III. A diferenciação entre ser e ente

1. Diferenciação como de-cisão

1. A diferenciação deve ser compreendida como de-cisão, isto é, não como simples separação posterior entre elementos previamente dados, mas como aquilo que retira ser e ente do horizonte nivelador de uma distinção representativa, pois o próprio seer (Seyn) é a de-cisão na qual se decide originariamente a relação com os entes.

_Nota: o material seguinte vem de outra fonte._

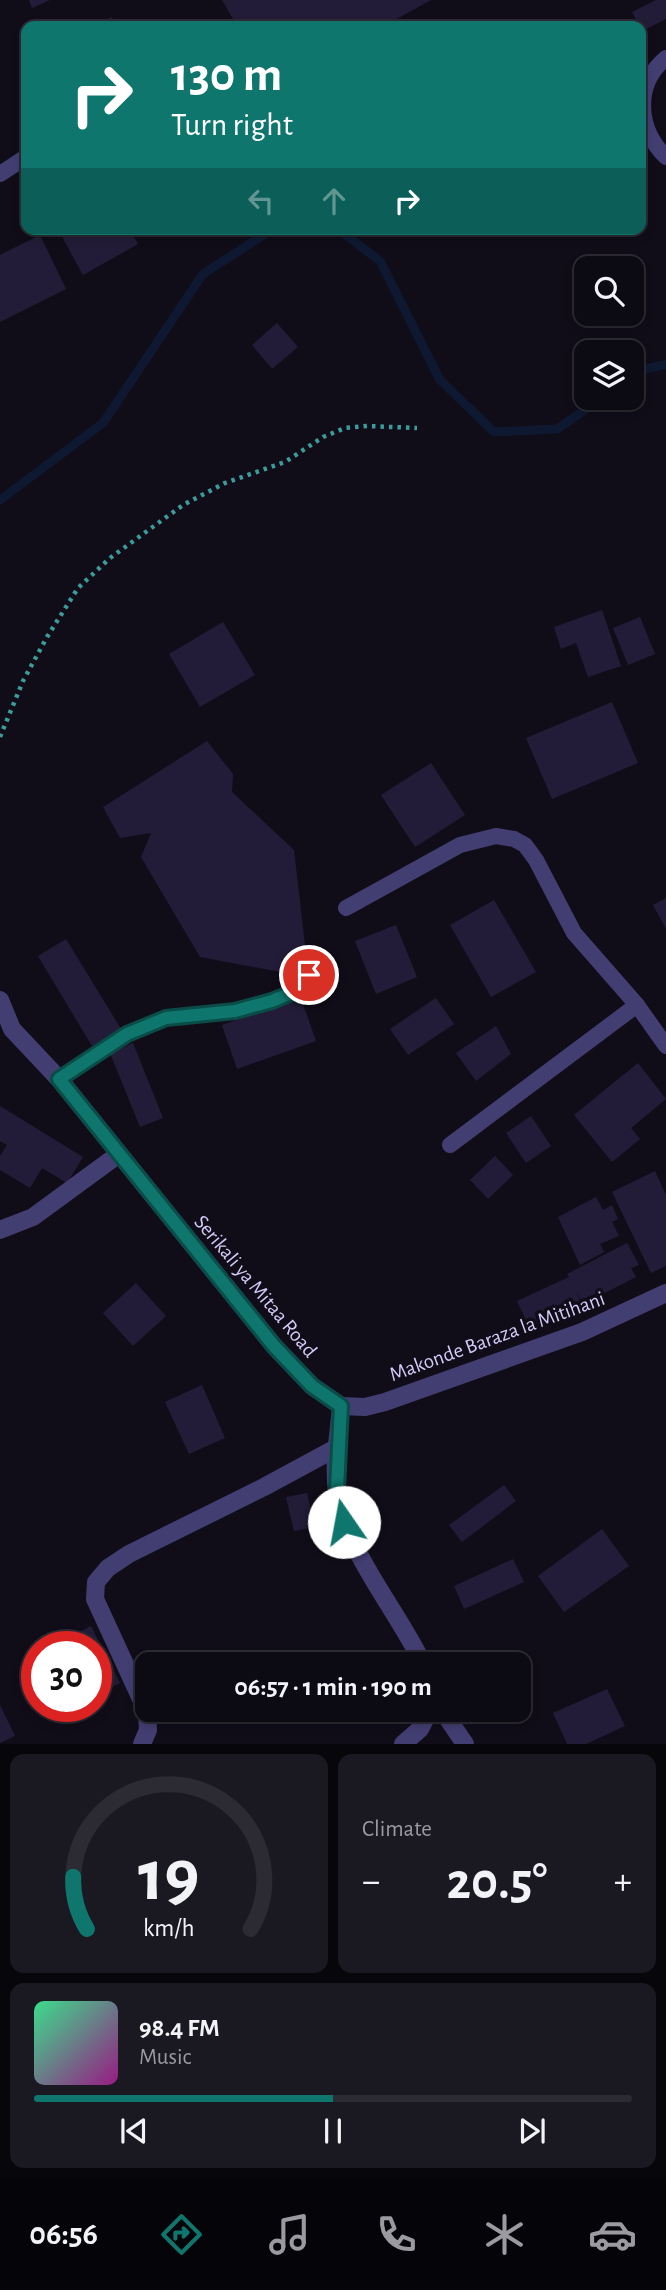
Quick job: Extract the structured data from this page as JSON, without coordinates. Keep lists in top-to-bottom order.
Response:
{
  "streets": {
    "street": ["Serikali ya Mitaa Road", "Makonde Baraza la Mitihani"]
  },
  "crossings": [
    ["Serikali ya Mitaa Road", "Makonde Baraza la Mitihani"]
  ],
  "page": {
    "turn": ["130 m", "Turn right"],
    "limit": "30",
    "trip": "06:57 · 1 min · 190 m",
    "tile": "Climate",
    "heat": ["−", "20.5°", "+"],
    "song": ["98.4 FM", "Music"],
    "tabs": "06:56",
    "gauge": ["19", "km/h"]
  }
}
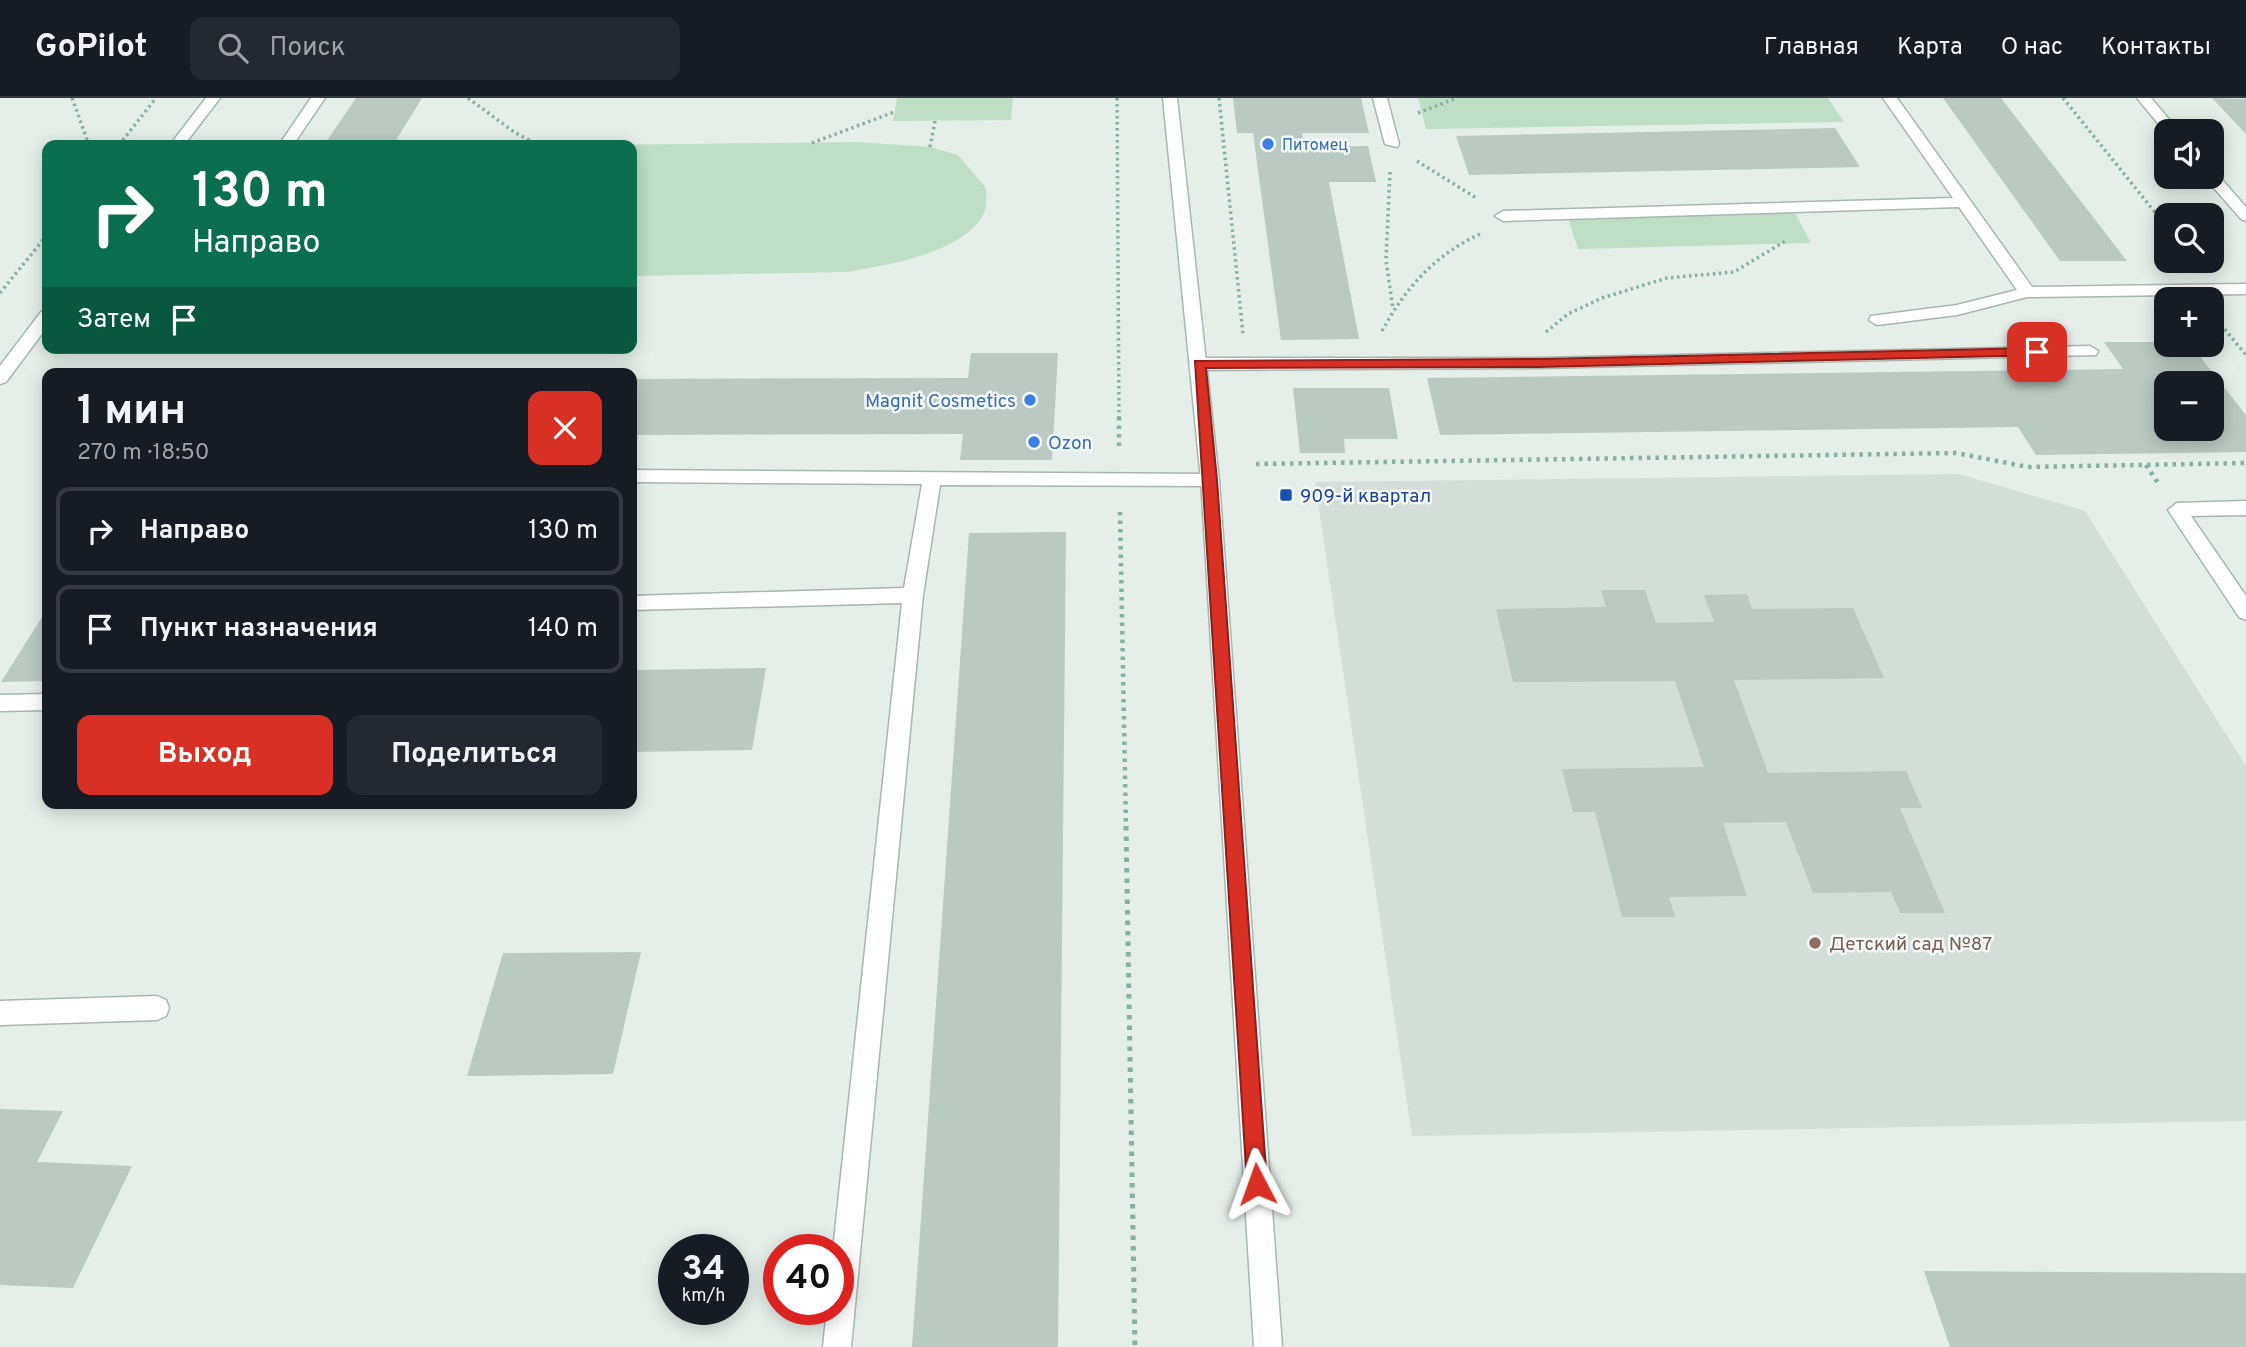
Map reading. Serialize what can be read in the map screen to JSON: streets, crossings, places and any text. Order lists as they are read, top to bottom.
{
  "places": {
    "other": [
      "Питомец",
      "Magnit Cosmetics",
      "Ozon",
      "Детский сад №87"
    ],
    "transit": ["909-й квартал"]
  },
  "page": {
    "header": "GoPilot",
    "search": "Поиск",
    "nav": [
      "Главная",
      "Карта",
      "О нас",
      "Контакты"
    ],
    "map_buttons": ["+", "−"],
    "turn": ["130 m", "Направо"],
    "then": "Затем",
    "heading": ["1 мин", "270 m · 18:50"],
    "list": [
      {
        "name": "Направо",
        "value": "130 m"
      },
      {
        "name": "Пункт назначения",
        "value": "140 m"
      }
    ],
    "buttons": ["Выход", "Поделиться"],
    "speed": "34 km/h",
    "limit": "40"
  }
}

2. O ser de-cide enquanto acontecimento-apropriador (Ereignis), no acontecimento-apropriador do ser humano e dos deuses para a necessidade da essência da humanidade e da divindade, fazendo surgir o combate entre mundo e terra como aquele confronto no qual somente se clareia o aberto e no qual os entes podem retornar a si mesmos e adquirir peso próprio.

2. A diferenciação entre ser e ente

2. A “diferenciação” entre ser e ente, quando determinada simplesmente mediante a diferença, permanece apenas como primeiro plano metafísico e como iluminação extrema do fundamento da metafísica ainda efetuada desde o interior dela própria, razão pela qual pode servir à opinião corrente como indicação aparentemente evidente e, ao mesmo tempo, profundamente enganadora.

3. A diferença (Unter-schied) deve ser pensada como um levar-para-lados-separados e como salto para o “não” proveniente do nadificar que o próprio seer (Seyn) é, em vez de ser compreendida como relação comparativa entre dois termos já constituídos.

4. A diferença compreendida metafisicamente tende a igualar precisamente aquilo que pretende distinguir, pois transforma o ser em “algo” ente e o submete ao mesmo plano representativo dos entes, tornando necessário perguntar pelo sentido da diferença (Unter-schied) quando ela já não pode significar essa equiparação niveladora.

5. O seer (Seyn), pensado como o “entre”, não deve ser transformado em uma terceira realidade situada entre dois polos previamente constituídos, pois está em questão uma singularidade única na qual pode aparecer tanto o erro próprio daquilo que simplesmente persiste como ente abandonado pelo ser quanto, em sentido inteiramente diverso, a consideração da recusa como combate entre mundo e terra.

6. Diferenciar permanece uma tarefa ainda aberta entre possibilidades distintas: pode significar levar para lados separados, constatar retrospectivamente uma passagem ou transição no “entre”, igualar aquilo que se diferencia ou, ainda, abster-se e desviar o olhar de maneira irrefletida.